02-07-2023 07:51 PM
Hi,
I have an Azure Databricks instance configured to use VNet injection with secure cluster connectivity. I have an Azure Firewall configured and controlling all traffic ingress and egress locations as per this article: https://learn.microsoft.com/en-us/azure/databricks/resources/supported-regions#--dbfs-root-blob-stor...
I can access the Hive metastore, DBFS via the internal storage account etc etc, basically the cluster is up and running and I seem to have whitelisted every domain or IP for connectivity to work as per the article.

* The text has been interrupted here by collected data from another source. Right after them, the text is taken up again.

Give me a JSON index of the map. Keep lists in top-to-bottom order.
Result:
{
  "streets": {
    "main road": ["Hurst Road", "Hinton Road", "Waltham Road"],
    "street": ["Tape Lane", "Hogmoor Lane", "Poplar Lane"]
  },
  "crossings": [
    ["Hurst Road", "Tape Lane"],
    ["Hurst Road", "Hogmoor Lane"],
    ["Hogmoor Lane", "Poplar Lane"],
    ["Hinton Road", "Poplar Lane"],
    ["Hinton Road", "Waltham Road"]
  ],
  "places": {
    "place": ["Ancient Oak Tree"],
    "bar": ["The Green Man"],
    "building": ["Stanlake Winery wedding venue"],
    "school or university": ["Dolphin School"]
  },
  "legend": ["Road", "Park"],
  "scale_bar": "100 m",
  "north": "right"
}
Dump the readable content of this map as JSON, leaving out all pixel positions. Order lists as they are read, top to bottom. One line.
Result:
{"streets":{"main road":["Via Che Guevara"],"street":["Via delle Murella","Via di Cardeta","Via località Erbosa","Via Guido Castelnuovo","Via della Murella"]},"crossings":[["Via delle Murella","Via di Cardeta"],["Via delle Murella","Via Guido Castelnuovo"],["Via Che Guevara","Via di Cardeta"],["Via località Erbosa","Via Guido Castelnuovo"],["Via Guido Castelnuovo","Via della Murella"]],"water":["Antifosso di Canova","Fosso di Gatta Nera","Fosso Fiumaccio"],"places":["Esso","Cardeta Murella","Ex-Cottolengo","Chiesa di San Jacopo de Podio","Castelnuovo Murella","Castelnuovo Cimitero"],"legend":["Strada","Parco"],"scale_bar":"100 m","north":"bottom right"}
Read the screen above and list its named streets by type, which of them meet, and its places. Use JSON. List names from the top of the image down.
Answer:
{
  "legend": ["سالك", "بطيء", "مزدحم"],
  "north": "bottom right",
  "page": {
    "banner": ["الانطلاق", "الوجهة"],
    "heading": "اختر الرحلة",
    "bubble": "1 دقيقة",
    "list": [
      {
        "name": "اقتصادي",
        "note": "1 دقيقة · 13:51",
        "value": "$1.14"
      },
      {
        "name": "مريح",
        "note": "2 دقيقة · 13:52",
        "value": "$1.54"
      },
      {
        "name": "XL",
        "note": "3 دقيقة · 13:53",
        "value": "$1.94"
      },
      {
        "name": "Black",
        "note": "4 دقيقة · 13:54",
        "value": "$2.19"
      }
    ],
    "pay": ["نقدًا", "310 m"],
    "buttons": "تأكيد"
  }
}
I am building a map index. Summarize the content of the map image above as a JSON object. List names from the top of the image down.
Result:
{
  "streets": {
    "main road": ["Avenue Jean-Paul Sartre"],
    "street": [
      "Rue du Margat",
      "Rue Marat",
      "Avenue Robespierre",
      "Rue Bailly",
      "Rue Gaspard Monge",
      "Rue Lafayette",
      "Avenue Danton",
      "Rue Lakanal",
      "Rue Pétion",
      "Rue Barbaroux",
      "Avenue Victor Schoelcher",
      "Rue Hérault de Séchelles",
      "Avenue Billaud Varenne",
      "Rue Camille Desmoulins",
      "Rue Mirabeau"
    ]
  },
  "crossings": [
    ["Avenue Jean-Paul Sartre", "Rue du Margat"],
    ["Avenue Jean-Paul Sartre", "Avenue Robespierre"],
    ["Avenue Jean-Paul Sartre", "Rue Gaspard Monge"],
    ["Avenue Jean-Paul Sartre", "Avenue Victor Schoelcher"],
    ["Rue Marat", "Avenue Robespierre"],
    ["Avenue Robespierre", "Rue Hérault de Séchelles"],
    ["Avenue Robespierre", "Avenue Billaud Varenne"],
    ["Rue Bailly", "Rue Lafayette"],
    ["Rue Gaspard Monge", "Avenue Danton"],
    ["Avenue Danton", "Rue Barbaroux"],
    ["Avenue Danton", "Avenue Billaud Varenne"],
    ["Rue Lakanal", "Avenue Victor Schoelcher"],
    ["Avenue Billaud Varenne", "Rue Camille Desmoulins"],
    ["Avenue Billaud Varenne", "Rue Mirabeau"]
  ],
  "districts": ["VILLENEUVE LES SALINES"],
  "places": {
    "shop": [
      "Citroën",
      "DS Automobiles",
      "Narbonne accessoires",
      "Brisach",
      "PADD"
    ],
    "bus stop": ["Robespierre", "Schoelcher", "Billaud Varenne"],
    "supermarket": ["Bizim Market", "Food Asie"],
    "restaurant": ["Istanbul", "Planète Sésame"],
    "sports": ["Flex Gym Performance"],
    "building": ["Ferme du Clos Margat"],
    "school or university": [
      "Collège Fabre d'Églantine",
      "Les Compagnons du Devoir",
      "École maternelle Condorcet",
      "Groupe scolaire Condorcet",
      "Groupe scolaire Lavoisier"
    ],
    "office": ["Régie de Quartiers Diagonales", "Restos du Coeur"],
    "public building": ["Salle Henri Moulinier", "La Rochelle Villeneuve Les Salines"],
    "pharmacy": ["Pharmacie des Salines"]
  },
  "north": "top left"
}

However, the one thing I can't get running is the sample-datasets mount on DBFS. Every time I try to access the mount it times out:
I'm going to assume that it's because I haven't whitelisted the underlying storage location of this dataset source. When I list the mounts it doesn't give me any more detail:
mountPoint source encryptionType
/databricks-datasets databricks-datasets
/databricks/mlflow-tracking databricks/mlflow-tracking
/databricks-results databricks-results
/databricks/mlflow-registry databricks/mlflow-registry
/ DatabricksRoot
Looking at the exception, it seems to time out on an S3 client, so I assume it's actually reading an S3 bucket in AWS somewhere:
---------------------------------------------------------------------------
ExecutionError Traceback (most recent call last)
<command-3658692990033083> in <cell line: 1>()
----> 1 dbutils.fs.ls("/databricks-datasets")
/databricks/python_shell/dbruntime/dbutils.py in f_with_exception_handling(*args, **kwargs)
360 exc.__context__ = None
361 exc.__cause__ = None
--> 362 raise exc
363
364 return f_with_exception_handling
ExecutionError: An error occurred while calling o374.ls.
: java.rmi.RemoteException: java.util.concurrent.ExecutionException: java.util.concurrent.TimeoutException: Timed out with exception after 12 attempts; nested exception is:
java.util.concurrent.ExecutionException: java.util.concurrent.TimeoutException: Timed out with exception after 12 attempts
at com.databricks.backend.daemon.data.client.DbfsClient.send0(DbfsClient.scala:135)
at com.databricks.backend.daemon.data.client.DbfsClient.sendIdempotent(DbfsClient.scala:69)
at com.databricks.backend.daemon.data.client.RemoteDatabricksStsClient.getSessionTokenFor(DbfsClient.scala:311)
at com.databricks.backend.daemon.data.client.DatabricksSessionCredentialsProvider.startSession(DatabricksSessionCredentialsProvider.scala:56)
at com.databricks.backend.daemon.data.client.DatabricksSessionCredentialsProvider.getCredentials(DatabricksSessionCredentialsProvider.scala:46)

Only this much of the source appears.